◆ **Directions**: Could the entries below be reproduced exactly, with the images removed?

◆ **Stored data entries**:

------------------------

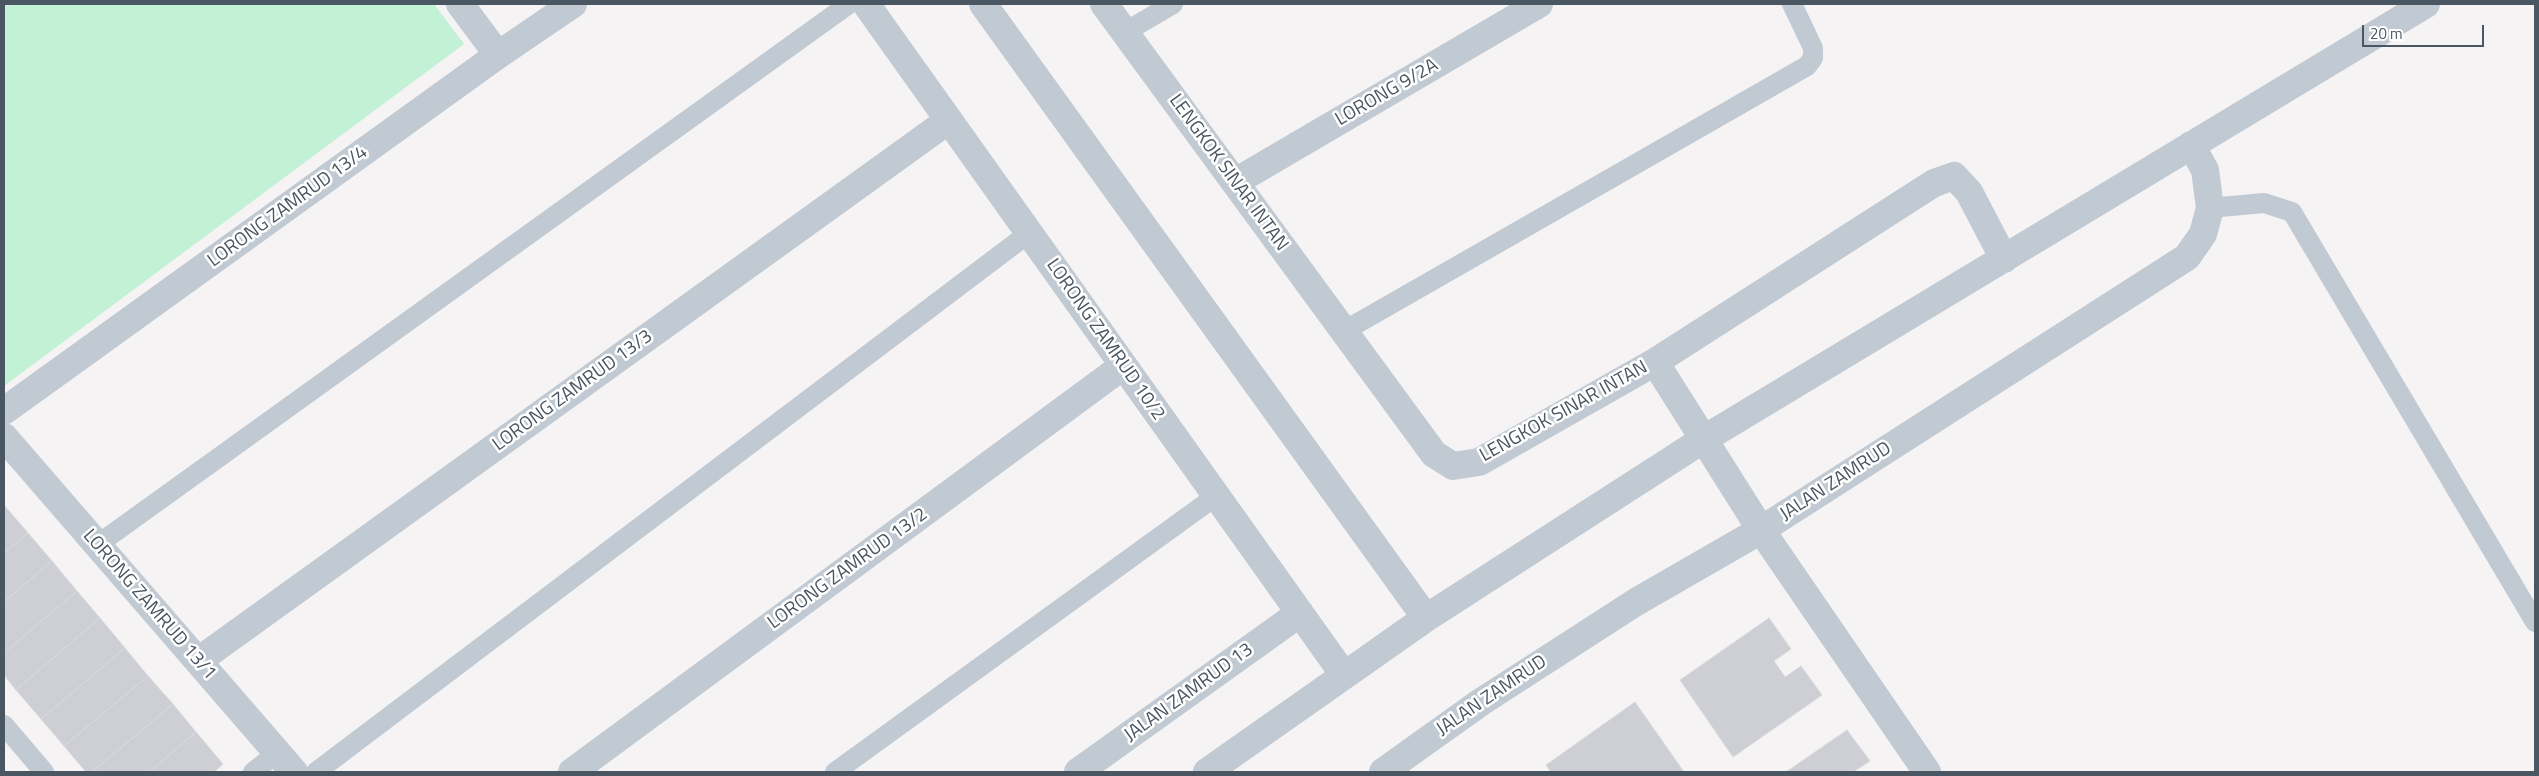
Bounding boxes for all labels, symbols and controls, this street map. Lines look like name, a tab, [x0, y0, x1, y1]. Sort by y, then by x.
scale bar	[2364, 15, 2486, 47]
text: 20 m	[2370, 22, 2403, 45]
street label: LORONG 9/2A	[1332, 54, 1442, 132]
street label: LENGKOK SINAR INTAN	[1164, 90, 1292, 256]
street label: LORONG ZAMRUD 13/4	[204, 141, 372, 273]
street label: LORONG ZAMRUD 10/2	[1041, 255, 1169, 425]
street label: LORONG ZAMRUD 13/3	[489, 325, 657, 457]
street label: LENGKOK SINAR INTAN	[1476, 356, 1652, 468]
street label: JALAN ZAMRUD	[1776, 438, 1896, 526]
street label: LORONG ZAMRUD 13/2	[764, 503, 932, 635]
street label: LORONG ZAMRUD 13/1	[77, 525, 221, 685]
street label: JALAN ZAMRUD 13	[1120, 639, 1258, 747]
street label: JALAN ZAMRUD	[1433, 651, 1551, 741]

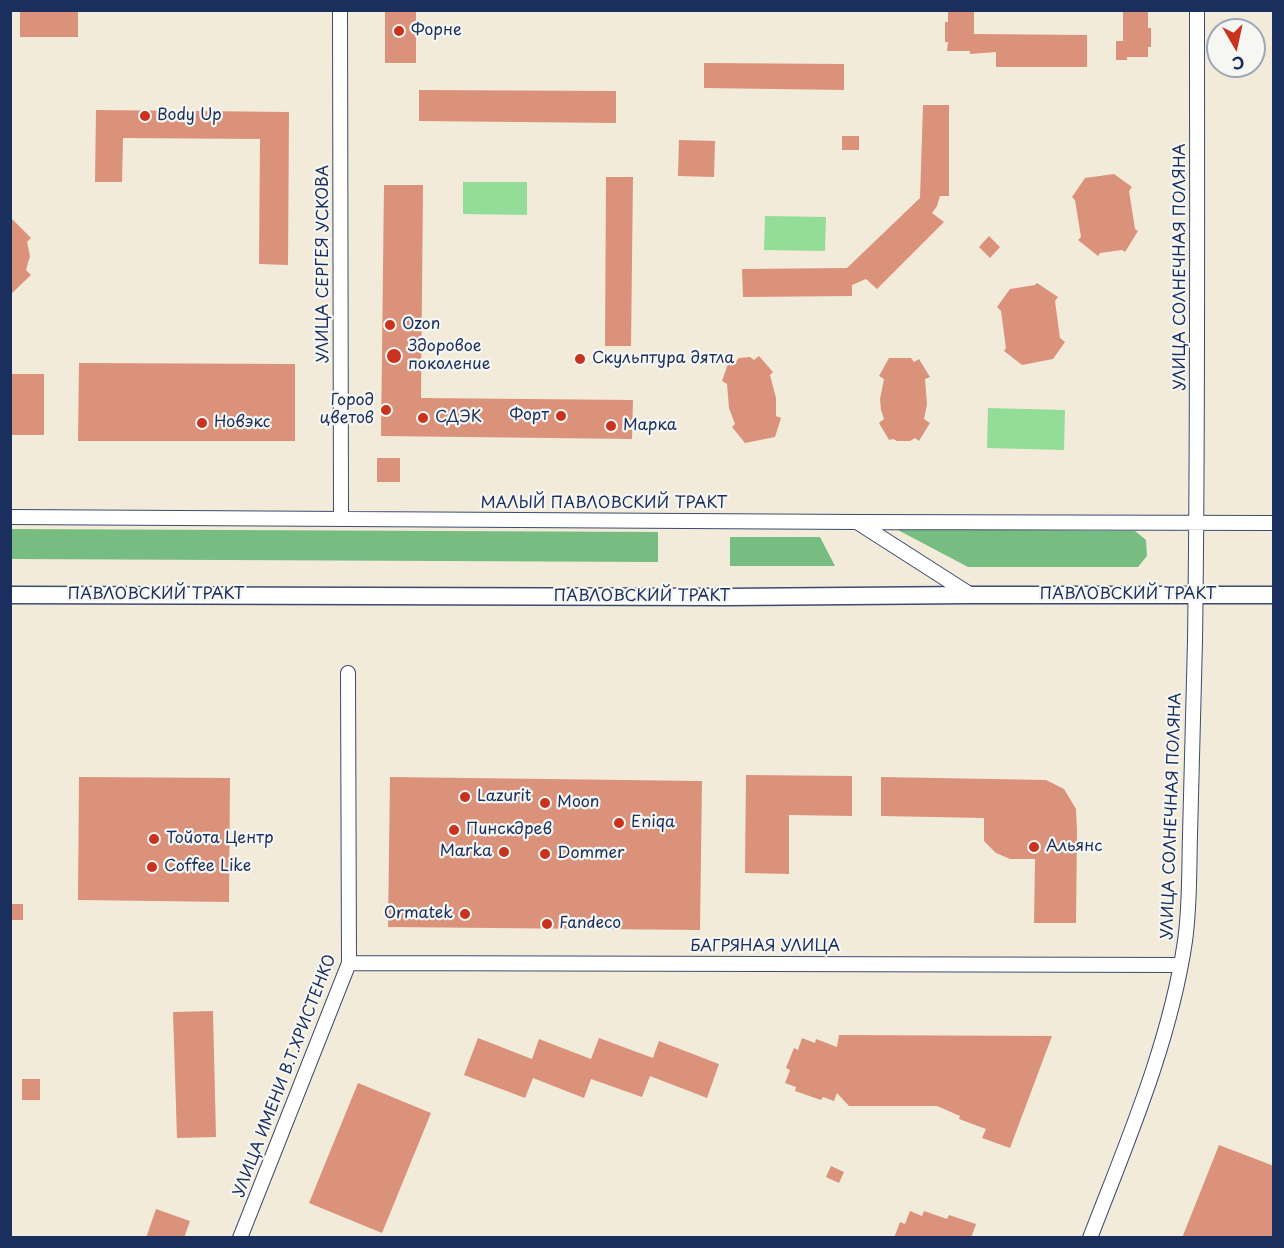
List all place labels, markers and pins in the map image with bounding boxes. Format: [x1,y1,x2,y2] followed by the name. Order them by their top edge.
[411,21,462,41] place label: Форне
[392,24,406,38] marker: Форне
[157,106,222,126] place label: Body Up
[138,109,152,123] marker: Body Up
[402,315,440,335] place label: Ozon
[383,318,397,332] marker: Ozon
[408,337,490,375] place label: Здоровое поколение
[385,347,403,365] marker: Здоровое поколение
[592,349,734,369] place label: Скульптура дятла
[573,352,587,366] marker: Скульптура дятла
[319,391,374,429] place label: Город цветов
[379,403,393,417] marker: Город цветов
[510,406,549,426] place label: Форт
[435,408,482,428] place label: СДЭК
[554,409,568,423] marker: Форт
[416,411,430,425] marker: СДЭК
[214,413,270,433] place label: Новэкс
[195,416,209,430] marker: Новэкс
[623,416,677,436] place label: Марка
[604,419,618,433] marker: Марка
[477,787,531,807] place label: Lazurit
[458,790,472,804] marker: Lazurit
[557,793,599,813] place label: Moon
[538,796,552,810] marker: Moon
[631,813,675,833] place label: Eniqa
[612,816,626,830] marker: Eniqa
[466,820,552,840] place label: Пинскдрев
[447,823,461,837] marker: Пинскдрев
[166,829,274,849] place label: Тойота Центр
[147,832,161,846] marker: Тойота Центр
[1046,837,1102,857] place label: Альянс
[1027,840,1041,854] marker: Альянс
[440,842,492,862] place label: Marka
[557,844,625,864] place label: Dommer
[497,845,511,859] marker: Marka
[538,847,552,861] marker: Dommer
[164,857,251,877] place label: Coffee Like
[145,860,159,874] marker: Coffee Like
[384,904,453,924] place label: Ormatek
[458,907,472,921] marker: Ormatek
[559,914,621,934] place label: Fandeco
[540,917,554,931] marker: Fandeco

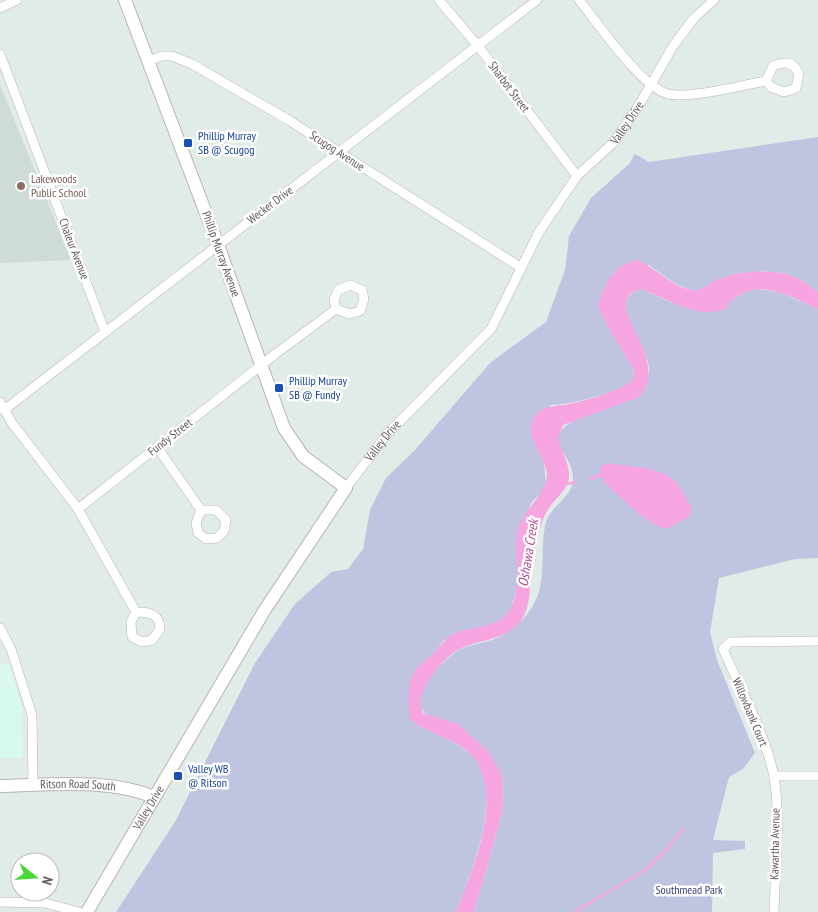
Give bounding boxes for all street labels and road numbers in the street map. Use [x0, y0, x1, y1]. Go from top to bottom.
street label: Sharbot Street [485, 58, 534, 116]
street label: Valley Drive [606, 98, 646, 148]
street label: Scugog Avenue [307, 127, 368, 174]
street label: Wecker Drive [244, 182, 296, 227]
street label: Phillip Murray Avenue [199, 209, 244, 299]
street label: Chaleur Avenue [56, 216, 93, 282]
street label: Fundy Street [145, 414, 195, 459]
street label: Valley Drive [361, 417, 404, 465]
street label: Willowbank Court [729, 675, 772, 749]
street label: Ritson Road South [40, 776, 117, 794]
street label: Valley Drive [129, 783, 167, 833]
street label: Kawartha Avenue [766, 808, 783, 880]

------------------------

◆ **Solution to this problem**:
Bounding boxes for all labels, symbols and controls, this street map. Lines look like name, a tab, [x0, y0, x1, y1]. Sort by y, then by x.
scale bar	[2364, 15, 2486, 47]
text: 20 m	[2370, 22, 2403, 45]
street label: LORONG 9/2A	[1332, 54, 1442, 132]
street label: LENGKOK SINAR INTAN	[1164, 90, 1292, 256]
street label: LORONG ZAMRUD 13/4	[204, 141, 372, 273]
street label: LORONG ZAMRUD 10/2	[1041, 255, 1169, 425]
street label: LORONG ZAMRUD 13/3	[489, 325, 657, 457]
street label: LENGKOK SINAR INTAN	[1476, 356, 1652, 468]
street label: JALAN ZAMRUD	[1776, 438, 1896, 526]
street label: LORONG ZAMRUD 13/2	[764, 503, 932, 635]
street label: LORONG ZAMRUD 13/1	[77, 525, 221, 685]
street label: JALAN ZAMRUD 13	[1120, 639, 1258, 747]
street label: JALAN ZAMRUD	[1433, 651, 1551, 741]

List all place labels, markers and pins in the map image with bounding boxes. Format: [x1,y1,x2,y2] followed by the name. Order them by their top edge.
[411,21,462,41] place label: Форне
[392,24,406,38] marker: Форне
[157,106,222,126] place label: Body Up
[138,109,152,123] marker: Body Up
[402,315,440,335] place label: Ozon
[383,318,397,332] marker: Ozon
[408,337,490,375] place label: Здоровое поколение
[385,347,403,365] marker: Здоровое поколение
[592,349,734,369] place label: Скульптура дятла
[573,352,587,366] marker: Скульптура дятла
[319,391,374,429] place label: Город цветов
[379,403,393,417] marker: Город цветов
[510,406,549,426] place label: Форт
[435,408,482,428] place label: СДЭК
[554,409,568,423] marker: Форт
[416,411,430,425] marker: СДЭК
[214,413,270,433] place label: Новэкс
[195,416,209,430] marker: Новэкс
[623,416,677,436] place label: Марка
[604,419,618,433] marker: Марка
[477,787,531,807] place label: Lazurit
[458,790,472,804] marker: Lazurit
[557,793,599,813] place label: Moon
[538,796,552,810] marker: Moon
[631,813,675,833] place label: Eniqa
[612,816,626,830] marker: Eniqa
[466,820,552,840] place label: Пинскдрев
[447,823,461,837] marker: Пинскдрев
[166,829,274,849] place label: Тойота Центр
[147,832,161,846] marker: Тойота Центр
[1046,837,1102,857] place label: Альянс
[1027,840,1041,854] marker: Альянс
[440,842,492,862] place label: Marka
[557,844,625,864] place label: Dommer
[497,845,511,859] marker: Marka
[538,847,552,861] marker: Dommer
[164,857,251,877] place label: Coffee Like
[145,860,159,874] marker: Coffee Like
[384,904,453,924] place label: Ormatek
[458,907,472,921] marker: Ormatek
[559,914,621,934] place label: Fandeco
[540,917,554,931] marker: Fandeco

Give bounding boxes for all street labels and road numbers in the street map. Use [x0, y0, x1, y1]. Go from top to bottom.
street label: Sharbot Street [485, 58, 534, 116]
street label: Valley Drive [606, 98, 646, 148]
street label: Scugog Avenue [307, 127, 368, 174]
street label: Wecker Drive [244, 182, 296, 227]
street label: Phillip Murray Avenue [199, 209, 244, 299]
street label: Chaleur Avenue [56, 216, 93, 282]
street label: Fundy Street [145, 414, 195, 459]
street label: Valley Drive [361, 417, 404, 465]
street label: Willowbank Court [729, 675, 772, 749]
street label: Ritson Road South [40, 776, 117, 794]
street label: Valley Drive [129, 783, 167, 833]
street label: Kawartha Avenue [766, 808, 783, 880]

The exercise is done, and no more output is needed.